There are two roads on which all men must travel to their destiny. One is called the way of Precept, the other the way of Counsel. In each the advantages and inconveniences are about equally balanced. The former is wide and level with many joys and pleasures along the way; but there are many pitfalls and stumbling blocks, while on one side is a high, steep precipice over which men fall to their eternal doom. Those destined by Providence to go over this road are spiritually shod for the travel; if they slip and tumble, it is through their own neglect.

Some there are to whom it has been shown by experience—very little sometimes suffices—that they have, for reasons known alone to God, been denied the shoe that does not slip; and that if they do not wish to go over the brink, they must get off the highway and follow a path removed from this danger, a path not less difficult but more secure for them. Their salvation depends on it. This inside path, while it insures safety for these, might lead the others astray. Each in his respective place will be saved; if they exchange places, they are lost.

Then again, if you will look at it from another standpoint, there remains still on earth such a thing as love of God, pure love of God. And this love can be translated into acts and life. Love, as all well know, has its degrees of intensity and perfection. All well-born children love their parents, but they do not all love them in the same degree. Some are by nature more affectionate, some appreciate favors better, some receive more and know that more is expected of them.

In like manner, we who are all children of the Great Father are not all equally loving and generous. What therefore is more natural than that some should choose to give themselves up heart, soul and body to the exclusive service of God? What is there abnormal in the fact that they renounce the world and all its joys and legitimate pleasures, fast, pray and keep vigil, through pure love of God? There is only one thing they fear, and that is to offend God. By their vows they put this misfortune without the pale of possibility, as far as such a thing can be done by a creature endowed with free will.

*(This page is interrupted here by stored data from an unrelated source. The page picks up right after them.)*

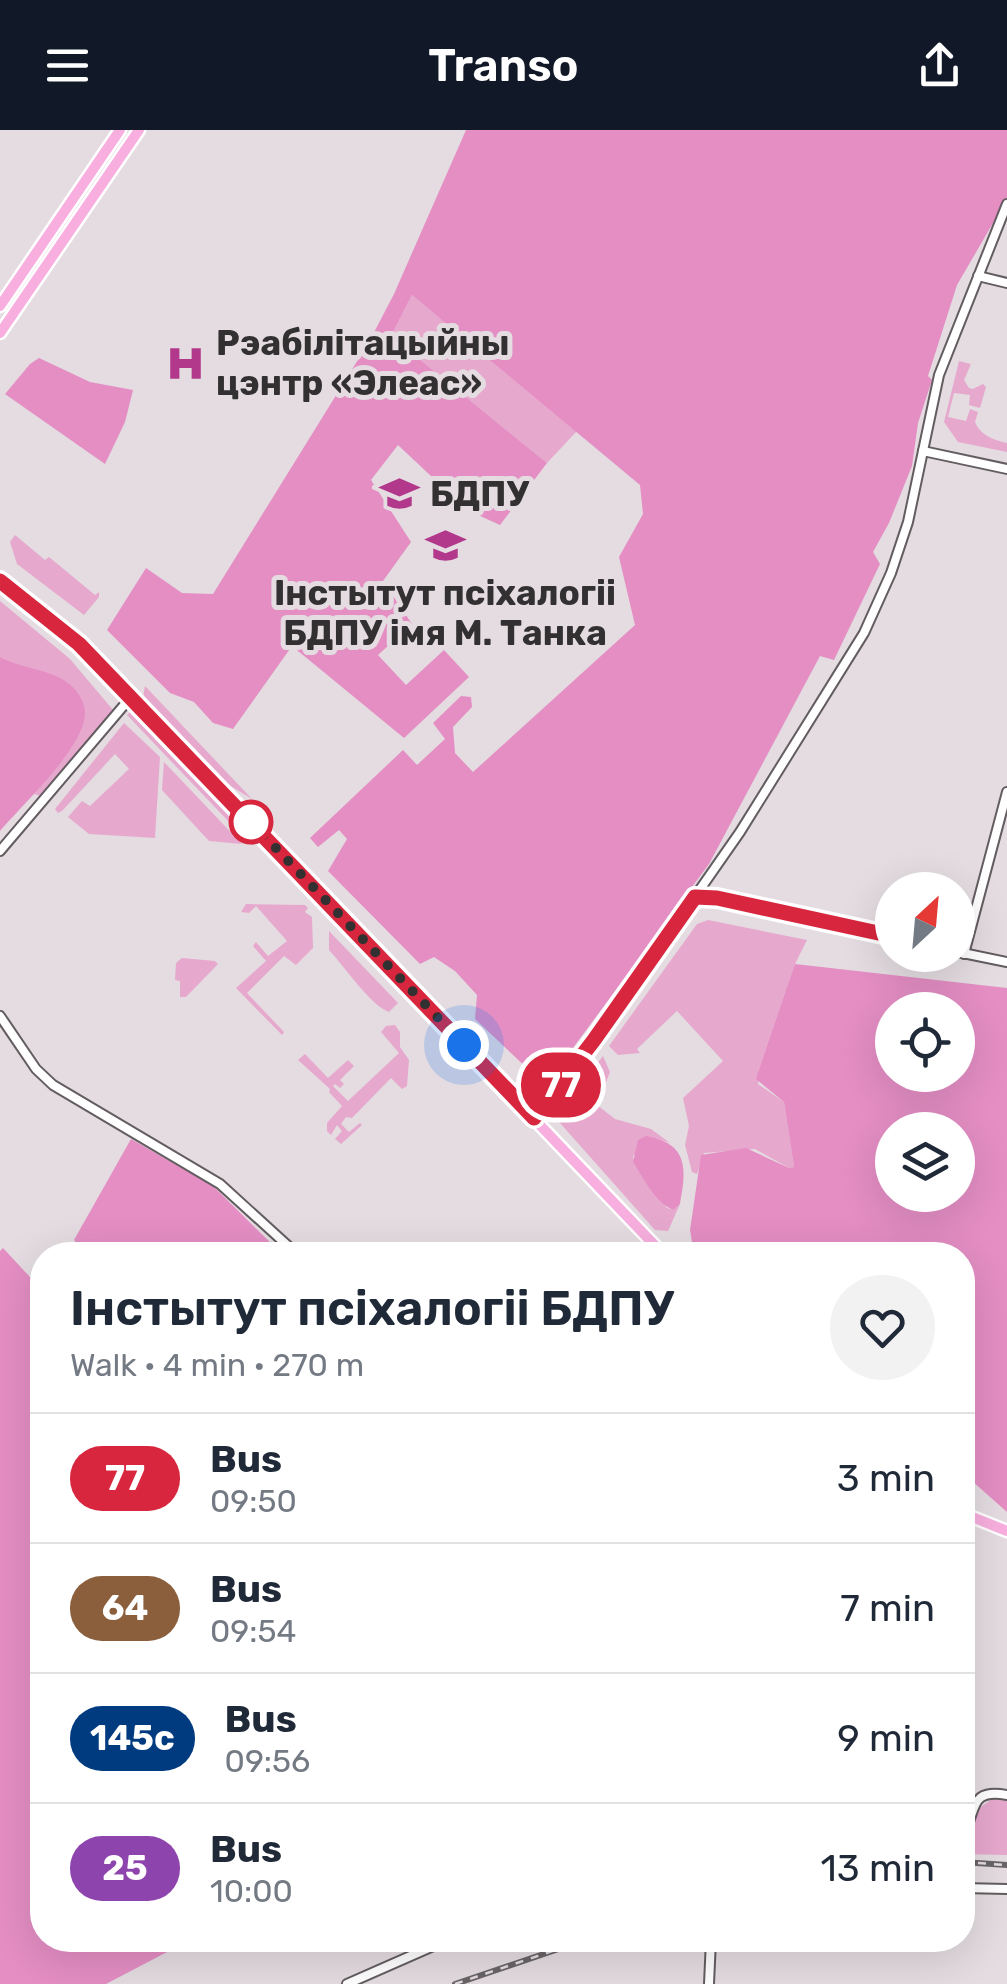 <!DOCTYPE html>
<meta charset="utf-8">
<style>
body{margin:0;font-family:Rubik,sans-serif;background:#f2f2f3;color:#1f2937;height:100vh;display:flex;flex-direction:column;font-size:38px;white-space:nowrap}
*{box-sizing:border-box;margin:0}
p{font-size:32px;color:#747a83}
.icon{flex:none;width:55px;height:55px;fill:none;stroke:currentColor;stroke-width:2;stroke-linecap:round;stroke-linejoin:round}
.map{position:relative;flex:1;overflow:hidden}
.drawer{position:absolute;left:30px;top:1112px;width:945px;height:710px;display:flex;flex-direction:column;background:#fff;border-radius:40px;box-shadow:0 10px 40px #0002}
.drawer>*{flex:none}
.badge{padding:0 20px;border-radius:32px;font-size:35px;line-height:65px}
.needle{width:65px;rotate:26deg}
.tools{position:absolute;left:875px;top:742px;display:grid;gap:20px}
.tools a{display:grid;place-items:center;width:100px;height:100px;border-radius:50%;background:#fff;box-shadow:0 10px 40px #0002;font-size:50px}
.you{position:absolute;width:50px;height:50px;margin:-25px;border:8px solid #fff;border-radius:50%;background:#1a73e8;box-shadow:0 0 0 15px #1a73e833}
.map>.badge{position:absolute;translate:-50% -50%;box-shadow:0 0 0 5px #fff}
.round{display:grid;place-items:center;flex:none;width:105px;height:105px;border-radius:52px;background:#f2f2f3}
.head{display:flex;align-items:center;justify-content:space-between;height:170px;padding:0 40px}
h1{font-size:48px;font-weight:600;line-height:75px}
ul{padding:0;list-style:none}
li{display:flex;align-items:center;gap:30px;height:130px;padding:0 40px;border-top:2px solid #e0e1e3}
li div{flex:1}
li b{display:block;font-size:38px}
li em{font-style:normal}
li .badge{min-width:110px;font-weight:700;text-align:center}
header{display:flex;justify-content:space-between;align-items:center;height:130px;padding:0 40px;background:#111827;color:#fff;font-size:45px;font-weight:600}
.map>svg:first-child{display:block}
.green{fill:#e7a8ce}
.forest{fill:#e48ec4;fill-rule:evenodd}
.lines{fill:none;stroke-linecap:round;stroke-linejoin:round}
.minor-casing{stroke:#635c60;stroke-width:12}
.major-casing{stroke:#fff;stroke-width:15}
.minor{stroke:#fff;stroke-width:8}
.major{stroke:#f8afdf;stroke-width:10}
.rail-casing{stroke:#696567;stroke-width:6}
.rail{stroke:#e4dce1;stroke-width:2.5;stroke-dasharray:8;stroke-linecap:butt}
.line-casing{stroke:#fff;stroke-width:22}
.line{stroke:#d7263d;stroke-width:15}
.walk{stroke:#333031;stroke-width:10;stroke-dasharray:0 18}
.stop-dot{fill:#fff;stroke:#d7263d;stroke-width:5}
.labels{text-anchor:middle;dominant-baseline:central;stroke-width:10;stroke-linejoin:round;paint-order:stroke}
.poi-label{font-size:35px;font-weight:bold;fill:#333031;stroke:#e4dce1;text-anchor:start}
</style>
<header><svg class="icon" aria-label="menu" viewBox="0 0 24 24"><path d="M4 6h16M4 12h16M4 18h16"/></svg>Transo<svg class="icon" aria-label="share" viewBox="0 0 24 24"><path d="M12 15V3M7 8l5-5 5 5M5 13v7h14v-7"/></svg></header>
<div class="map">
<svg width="1007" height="1854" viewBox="0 0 1007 1854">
<rect width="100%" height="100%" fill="#e4dce1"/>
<g class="green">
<polygon points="412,165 577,301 547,333 391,206"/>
<path d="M959,231L971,234L964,250L969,258L973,259L983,254L986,257L980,278L969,275L970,265L954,263L948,287L966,291L970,279L978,282L975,292C980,305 993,310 1007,313V322L958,312L944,292Z"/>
<polygon points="15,405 45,430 49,427 95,465 99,462 99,467 84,485 17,434 10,412"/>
<polygon points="0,471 70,529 113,580 40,666 32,663 71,618 12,534 0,527"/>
<polygon points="145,556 252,669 224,652 143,567"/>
<polygon points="130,582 136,584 260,712 251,715 127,585"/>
<polygon points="124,593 160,627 155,708 89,704 68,687 82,671 90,676 129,639 115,624 62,681 58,683 55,679"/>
<polygon points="164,631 164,632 242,714 209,711 162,660"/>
<polygon points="246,774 305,775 308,778 305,782 312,787 313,818 296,835 284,826 247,863 284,902 282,905 236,858 266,831 253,816 256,812 268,826 287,811 256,776 249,783 241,782"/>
<polygon points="708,790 807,810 795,834 758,954 784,972 794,1037 789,1038 755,1019 704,1023 697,1044 692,1042 685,1015 689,996 683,968 723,931 677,881 637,919 640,923 618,925 609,916 697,794"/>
<path d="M329,801L398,873L389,882C370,875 345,837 329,820Z"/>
<polygon points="182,828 215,831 218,834 186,867 180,867 180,851 175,850 176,833"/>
<polygon points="395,895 400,902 400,917 409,930 407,956 402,959 391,948 352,988 346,987 341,994 349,1002 360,993 362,995 341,1014 335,1009 342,1001 337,995 331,1005 327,1001 327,993 342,976 329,962 330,959 298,930 305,924 328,948 348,930 354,936 340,950 344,954 340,958 335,954 333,956 348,971 399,923 381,902 386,896"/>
<polygon points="603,926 610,942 597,975 615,989 651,999 670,1013 656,1008 633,1026 634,1032 667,1078 673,1080 680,1074 668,1101 655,1100 560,993 568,972"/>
<polygon points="992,1669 1007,1671 1007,1725 963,1724 963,1712 974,1698 977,1680"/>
</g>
<g class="forest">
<polygon points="466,0 1007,0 1007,69 957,155 928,246 932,250 918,293 912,336 889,393 873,422 880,434 834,530 820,526 709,734 567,926 544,944 528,939 475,889 477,865 455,841 434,827 420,834 328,741 347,709 339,700 318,717 310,708 403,620 417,635 445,609 433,593 461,566 471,567 472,577 453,597 455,623 473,642 635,495 619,427 643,384 640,355 412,165 391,206 547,333 500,395 467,380 398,315 371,350 411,412 383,451 412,494 378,525 406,555 444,520 469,547 404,608 292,516 233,599 213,593 194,572 170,563 107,500 146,438 182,463 213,464 369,212 394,164"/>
<polygon points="39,228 90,252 133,260 125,292 105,334 5,264 30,234"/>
<path d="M0,527C20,538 47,539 65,551C75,557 85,570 85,583C85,617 22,675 0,701Z"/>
<path d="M795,834L1007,858V1382L963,1343L962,1125H701L692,1112L690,1100L701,1025L746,1018L789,1038L794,1037L784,972L756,949ZM892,880H958V945H892ZM958,1000V1065H892V1000Z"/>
<path d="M646,1006C688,1013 687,1039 680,1074L673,1080C655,1072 644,1049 633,1032L638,1010Z"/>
<polygon points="131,1009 213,1056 283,1125 85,1125 74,1110"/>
<polygon points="3,1118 42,1160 42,1810 190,1810 106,1854 0,1854 0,1121"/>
</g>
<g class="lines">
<defs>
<g id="minor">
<polyline points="978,146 1007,153"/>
<polyline points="923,321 1007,339"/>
<polyline points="0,721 131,567"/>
<polyline points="695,767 717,768 892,806"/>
<polyline points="958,822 1007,832"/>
<polyline points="964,824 1007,662"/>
<polyline points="0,886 36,939 53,955 220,1054 298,1125"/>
<polyline points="534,988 595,910 740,702 864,503 891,443 908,392 939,245 1007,74"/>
<path d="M962,1706C978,1682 967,1658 1007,1665"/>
<polyline points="962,1758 1007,1759"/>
<polyline points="347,1854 447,1810"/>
<polyline points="709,1854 711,1810"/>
</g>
<g id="major">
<polyline points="0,176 120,0"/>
<polyline points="0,203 139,0"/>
<polyline points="0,451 65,501 131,567 664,1125"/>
<polyline points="962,1383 1007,1401"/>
</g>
</defs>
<use href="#minor" class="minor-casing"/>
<use href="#major" class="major-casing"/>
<use href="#minor" class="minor"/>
<use href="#major" class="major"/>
<defs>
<g id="rail">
<polyline points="962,1732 1007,1735"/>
<polyline points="455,1854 585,1810"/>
</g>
</defs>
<use href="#rail" class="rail-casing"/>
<use href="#rail" class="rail"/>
</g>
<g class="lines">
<defs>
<polyline id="line" points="0,451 79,514 534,988 594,910 695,767 717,768 892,806"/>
</defs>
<use href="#line" class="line-casing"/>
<use href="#line" class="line"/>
<polyline class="walk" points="251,692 464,915"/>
</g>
<defs>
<symbol id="hospital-bare" viewBox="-9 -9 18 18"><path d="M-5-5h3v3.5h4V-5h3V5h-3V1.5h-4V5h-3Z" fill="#b2388c" stroke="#e4dce1" stroke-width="2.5" paint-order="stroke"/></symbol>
<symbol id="university-bare" viewBox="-9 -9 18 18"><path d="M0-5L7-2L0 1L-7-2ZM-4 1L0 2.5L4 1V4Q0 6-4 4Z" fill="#b2388c" stroke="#e4dce1" stroke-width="2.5" paint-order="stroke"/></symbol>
</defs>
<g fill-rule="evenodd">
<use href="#hospital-bare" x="158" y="206" width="55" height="55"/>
<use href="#university-bare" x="372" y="336" width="55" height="55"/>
<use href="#university-bare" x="418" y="388" width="55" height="55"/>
</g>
<circle class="stop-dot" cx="251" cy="692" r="20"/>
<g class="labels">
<g class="poi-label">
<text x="216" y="213">Рэабілітацыйны<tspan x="216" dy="40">цэнтр «Элеас»</tspan></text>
<text x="430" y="364">БДПУ</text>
<text x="445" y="463" text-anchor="middle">Інстытут псіхалогіі<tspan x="445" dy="40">БДПУ імя М. Танка</tspan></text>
</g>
</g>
</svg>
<div class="tools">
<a><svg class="needle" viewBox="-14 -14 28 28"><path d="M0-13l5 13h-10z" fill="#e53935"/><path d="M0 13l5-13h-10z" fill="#747a83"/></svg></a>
<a><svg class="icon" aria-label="locate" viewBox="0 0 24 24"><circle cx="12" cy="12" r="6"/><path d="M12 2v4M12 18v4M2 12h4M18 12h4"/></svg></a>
<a><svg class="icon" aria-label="layers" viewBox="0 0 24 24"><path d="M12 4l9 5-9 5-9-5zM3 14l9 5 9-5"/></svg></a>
</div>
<div class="you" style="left:464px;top:915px"></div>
<b class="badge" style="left:561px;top:955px;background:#d7263d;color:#fff">77</b>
<section class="drawer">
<div class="head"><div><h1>Інстытут псіхалогіі БДПУ</h1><p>Walk · 4 min · 270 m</p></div><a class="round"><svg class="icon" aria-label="heart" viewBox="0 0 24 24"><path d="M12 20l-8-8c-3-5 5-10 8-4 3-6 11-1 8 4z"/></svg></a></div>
<ul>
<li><span class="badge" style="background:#d7263d;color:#fff">77</span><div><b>Bus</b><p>09:50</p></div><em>3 min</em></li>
<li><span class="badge" style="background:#8b5e3c;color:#fff">64</span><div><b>Bus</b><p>09:54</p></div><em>7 min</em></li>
<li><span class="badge" style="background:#003b80;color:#fff">145с</span><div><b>Bus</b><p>09:56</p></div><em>9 min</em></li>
<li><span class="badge" style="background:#8e44ad;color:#fff">25</span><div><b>Bus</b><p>10:00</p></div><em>13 min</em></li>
</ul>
</section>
</div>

Of course there are those for whom all this is unmitigated twaddle and bosh. To mention abnegation, sacrifice, etc., to such people is to speak in a language no more intelligible than Sanskrit. Naturally one of these will expect his children to appreciate the sacrifices he makes for their happiness, but with God they think it must be different.

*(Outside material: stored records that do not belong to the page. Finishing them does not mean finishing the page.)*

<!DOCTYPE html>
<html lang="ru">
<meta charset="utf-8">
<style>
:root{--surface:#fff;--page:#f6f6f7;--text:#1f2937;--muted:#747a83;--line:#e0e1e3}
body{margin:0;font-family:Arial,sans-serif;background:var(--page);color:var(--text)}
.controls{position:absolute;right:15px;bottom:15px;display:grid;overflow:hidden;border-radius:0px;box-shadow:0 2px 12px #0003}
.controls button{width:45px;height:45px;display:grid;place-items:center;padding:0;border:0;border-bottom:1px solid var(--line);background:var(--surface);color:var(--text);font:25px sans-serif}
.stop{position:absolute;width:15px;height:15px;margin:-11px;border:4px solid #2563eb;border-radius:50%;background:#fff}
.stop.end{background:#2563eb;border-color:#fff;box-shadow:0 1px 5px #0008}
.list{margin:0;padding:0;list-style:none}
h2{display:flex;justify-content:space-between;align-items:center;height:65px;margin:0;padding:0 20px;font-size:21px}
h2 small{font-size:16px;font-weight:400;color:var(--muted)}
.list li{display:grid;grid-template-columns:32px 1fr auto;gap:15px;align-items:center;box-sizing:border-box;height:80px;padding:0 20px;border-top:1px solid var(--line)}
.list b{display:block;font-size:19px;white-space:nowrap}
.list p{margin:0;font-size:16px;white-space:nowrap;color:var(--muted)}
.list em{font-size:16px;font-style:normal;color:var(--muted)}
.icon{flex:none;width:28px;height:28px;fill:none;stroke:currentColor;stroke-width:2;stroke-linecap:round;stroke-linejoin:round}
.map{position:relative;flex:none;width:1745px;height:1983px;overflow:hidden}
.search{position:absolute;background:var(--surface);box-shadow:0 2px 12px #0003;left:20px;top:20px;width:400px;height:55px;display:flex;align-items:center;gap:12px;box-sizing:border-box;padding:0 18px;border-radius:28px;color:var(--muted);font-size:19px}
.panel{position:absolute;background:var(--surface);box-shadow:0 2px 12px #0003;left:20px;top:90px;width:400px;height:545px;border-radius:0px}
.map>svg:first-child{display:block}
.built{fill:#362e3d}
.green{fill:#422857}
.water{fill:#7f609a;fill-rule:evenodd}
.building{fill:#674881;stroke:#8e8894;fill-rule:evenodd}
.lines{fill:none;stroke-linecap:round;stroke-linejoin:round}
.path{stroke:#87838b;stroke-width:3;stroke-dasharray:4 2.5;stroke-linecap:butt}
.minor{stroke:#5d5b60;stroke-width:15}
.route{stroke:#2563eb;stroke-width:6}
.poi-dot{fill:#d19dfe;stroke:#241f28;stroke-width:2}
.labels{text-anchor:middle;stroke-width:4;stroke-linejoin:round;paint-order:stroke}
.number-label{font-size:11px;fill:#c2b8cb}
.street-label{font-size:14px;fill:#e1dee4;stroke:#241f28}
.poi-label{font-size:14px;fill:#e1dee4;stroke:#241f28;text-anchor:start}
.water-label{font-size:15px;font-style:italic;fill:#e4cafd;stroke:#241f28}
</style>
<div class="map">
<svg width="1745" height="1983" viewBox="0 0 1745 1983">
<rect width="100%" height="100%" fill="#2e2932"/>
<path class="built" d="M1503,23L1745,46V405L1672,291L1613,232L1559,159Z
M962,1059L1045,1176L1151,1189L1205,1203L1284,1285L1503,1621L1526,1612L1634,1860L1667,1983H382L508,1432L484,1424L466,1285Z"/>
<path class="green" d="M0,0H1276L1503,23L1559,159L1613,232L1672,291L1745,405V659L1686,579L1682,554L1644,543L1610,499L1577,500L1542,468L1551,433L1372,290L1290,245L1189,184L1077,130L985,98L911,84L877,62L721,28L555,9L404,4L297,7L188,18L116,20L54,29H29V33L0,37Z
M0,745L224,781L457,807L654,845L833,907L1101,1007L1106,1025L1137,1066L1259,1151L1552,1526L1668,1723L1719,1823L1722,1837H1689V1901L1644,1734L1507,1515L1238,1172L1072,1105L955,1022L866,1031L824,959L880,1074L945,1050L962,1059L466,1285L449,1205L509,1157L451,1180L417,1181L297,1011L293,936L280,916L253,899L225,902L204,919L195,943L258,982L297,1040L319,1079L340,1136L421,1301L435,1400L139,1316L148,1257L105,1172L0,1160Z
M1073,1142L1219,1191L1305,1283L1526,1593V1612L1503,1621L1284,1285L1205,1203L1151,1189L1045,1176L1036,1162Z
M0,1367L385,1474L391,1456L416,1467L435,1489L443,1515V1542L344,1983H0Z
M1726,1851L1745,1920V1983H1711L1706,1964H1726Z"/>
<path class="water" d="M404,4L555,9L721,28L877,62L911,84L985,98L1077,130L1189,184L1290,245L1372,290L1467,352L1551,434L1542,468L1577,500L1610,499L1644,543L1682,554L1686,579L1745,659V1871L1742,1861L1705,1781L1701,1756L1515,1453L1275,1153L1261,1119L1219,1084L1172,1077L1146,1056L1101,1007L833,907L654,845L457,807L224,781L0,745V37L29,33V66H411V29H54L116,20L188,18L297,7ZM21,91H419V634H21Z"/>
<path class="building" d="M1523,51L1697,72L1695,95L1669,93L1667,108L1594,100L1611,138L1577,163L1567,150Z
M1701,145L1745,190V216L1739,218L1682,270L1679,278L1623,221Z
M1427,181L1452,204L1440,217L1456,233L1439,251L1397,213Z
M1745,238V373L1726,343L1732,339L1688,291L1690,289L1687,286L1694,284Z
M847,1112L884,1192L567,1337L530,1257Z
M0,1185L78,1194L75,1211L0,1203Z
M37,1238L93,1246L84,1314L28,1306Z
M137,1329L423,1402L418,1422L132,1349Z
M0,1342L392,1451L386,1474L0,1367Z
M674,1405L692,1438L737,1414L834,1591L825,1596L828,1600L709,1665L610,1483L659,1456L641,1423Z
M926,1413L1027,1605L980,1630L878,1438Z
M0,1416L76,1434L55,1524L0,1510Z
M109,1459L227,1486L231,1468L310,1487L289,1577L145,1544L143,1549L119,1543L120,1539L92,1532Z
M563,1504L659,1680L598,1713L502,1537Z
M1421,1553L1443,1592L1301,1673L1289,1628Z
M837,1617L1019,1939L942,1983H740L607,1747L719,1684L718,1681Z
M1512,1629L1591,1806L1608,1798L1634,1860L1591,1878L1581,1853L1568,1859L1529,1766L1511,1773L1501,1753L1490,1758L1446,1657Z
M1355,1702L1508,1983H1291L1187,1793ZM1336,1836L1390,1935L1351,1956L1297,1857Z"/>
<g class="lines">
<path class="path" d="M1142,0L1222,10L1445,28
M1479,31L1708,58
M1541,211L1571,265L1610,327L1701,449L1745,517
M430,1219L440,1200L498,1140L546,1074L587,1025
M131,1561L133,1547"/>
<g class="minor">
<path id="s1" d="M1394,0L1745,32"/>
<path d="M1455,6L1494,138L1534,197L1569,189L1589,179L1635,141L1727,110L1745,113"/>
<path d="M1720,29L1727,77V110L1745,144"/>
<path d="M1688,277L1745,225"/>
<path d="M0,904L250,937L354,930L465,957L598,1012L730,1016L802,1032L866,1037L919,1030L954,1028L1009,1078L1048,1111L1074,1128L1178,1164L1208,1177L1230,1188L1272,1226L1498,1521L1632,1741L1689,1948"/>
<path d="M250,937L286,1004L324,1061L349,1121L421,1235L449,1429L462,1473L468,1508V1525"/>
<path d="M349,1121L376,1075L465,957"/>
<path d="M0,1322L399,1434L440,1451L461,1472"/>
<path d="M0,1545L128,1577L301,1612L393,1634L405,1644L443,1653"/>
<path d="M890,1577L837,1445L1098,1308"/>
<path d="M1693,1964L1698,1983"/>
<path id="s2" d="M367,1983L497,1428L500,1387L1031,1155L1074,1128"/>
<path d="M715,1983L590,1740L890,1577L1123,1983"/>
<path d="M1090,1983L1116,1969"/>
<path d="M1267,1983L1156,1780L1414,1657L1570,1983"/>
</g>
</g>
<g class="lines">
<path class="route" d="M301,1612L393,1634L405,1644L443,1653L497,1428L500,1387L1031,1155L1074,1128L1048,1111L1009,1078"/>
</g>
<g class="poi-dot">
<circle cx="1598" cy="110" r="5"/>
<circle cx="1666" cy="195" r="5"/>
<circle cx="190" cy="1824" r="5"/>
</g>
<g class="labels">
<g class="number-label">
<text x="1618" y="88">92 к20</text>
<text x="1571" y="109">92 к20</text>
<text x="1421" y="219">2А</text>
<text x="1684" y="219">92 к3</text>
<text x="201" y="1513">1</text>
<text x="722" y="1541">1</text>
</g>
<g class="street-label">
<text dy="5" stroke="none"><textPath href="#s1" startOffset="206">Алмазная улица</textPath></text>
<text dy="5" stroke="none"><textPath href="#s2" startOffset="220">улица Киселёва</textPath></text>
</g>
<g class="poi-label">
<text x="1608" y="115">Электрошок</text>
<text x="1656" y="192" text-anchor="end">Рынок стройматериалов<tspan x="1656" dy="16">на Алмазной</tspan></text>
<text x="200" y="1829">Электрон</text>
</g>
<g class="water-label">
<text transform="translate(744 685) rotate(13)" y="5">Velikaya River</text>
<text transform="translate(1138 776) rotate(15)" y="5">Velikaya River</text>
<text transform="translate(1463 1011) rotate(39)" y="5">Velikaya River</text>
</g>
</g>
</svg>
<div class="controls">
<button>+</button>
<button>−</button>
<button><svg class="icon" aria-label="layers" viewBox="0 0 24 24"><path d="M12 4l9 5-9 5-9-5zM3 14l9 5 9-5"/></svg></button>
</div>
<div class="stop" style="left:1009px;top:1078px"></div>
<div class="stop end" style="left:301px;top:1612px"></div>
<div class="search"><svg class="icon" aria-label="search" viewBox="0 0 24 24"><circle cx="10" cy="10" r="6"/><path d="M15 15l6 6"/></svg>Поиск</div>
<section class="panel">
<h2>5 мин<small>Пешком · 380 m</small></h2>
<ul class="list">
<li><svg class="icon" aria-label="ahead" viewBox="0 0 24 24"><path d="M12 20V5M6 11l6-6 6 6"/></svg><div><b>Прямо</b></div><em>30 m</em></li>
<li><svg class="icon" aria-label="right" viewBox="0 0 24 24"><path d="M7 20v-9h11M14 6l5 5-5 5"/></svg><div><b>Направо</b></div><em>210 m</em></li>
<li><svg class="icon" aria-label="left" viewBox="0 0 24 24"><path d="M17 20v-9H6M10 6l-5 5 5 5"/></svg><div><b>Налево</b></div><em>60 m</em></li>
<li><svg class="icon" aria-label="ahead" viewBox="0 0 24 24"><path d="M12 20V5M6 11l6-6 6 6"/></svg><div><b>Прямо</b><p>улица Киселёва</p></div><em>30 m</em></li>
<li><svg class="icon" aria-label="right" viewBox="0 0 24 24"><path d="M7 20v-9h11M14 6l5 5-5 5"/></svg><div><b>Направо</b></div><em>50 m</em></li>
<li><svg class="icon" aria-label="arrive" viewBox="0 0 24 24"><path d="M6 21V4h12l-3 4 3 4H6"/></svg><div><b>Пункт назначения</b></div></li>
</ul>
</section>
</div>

There was once a young man who was rich. He had never broken the Commandments of God. Wondering if he had done enough to be saved, he came to the Messiah and put the question to Him. The answer he received was, that, if he were sinless, he had done well, but that there was a sanctity, not negative but positive, which if he would acquire, would betoken in him a charity becoming a follower of a Crucified God. Christ called the young man to a life of perfection. "If thou wilt be perfect, go, sell what thou hast, give to the poor, then come, and follow me." It is not known whether this invitation was accepted by the young man; but ever since then it has been the joy of men and women in the Catholic Church to accept it, and to give up all in order to serve the Maker.

Scoffers and revilers of monasticism are a necessary evil. Being given the course of nature that sometimes runs to freaks, they must exist. Living, they must talk, and talking they must utter ineptitudes. People always do when they discourse on things they do not comprehend. But let this be our consolation: monks are immortal. They were, they are, they ever shall be. All else is grass.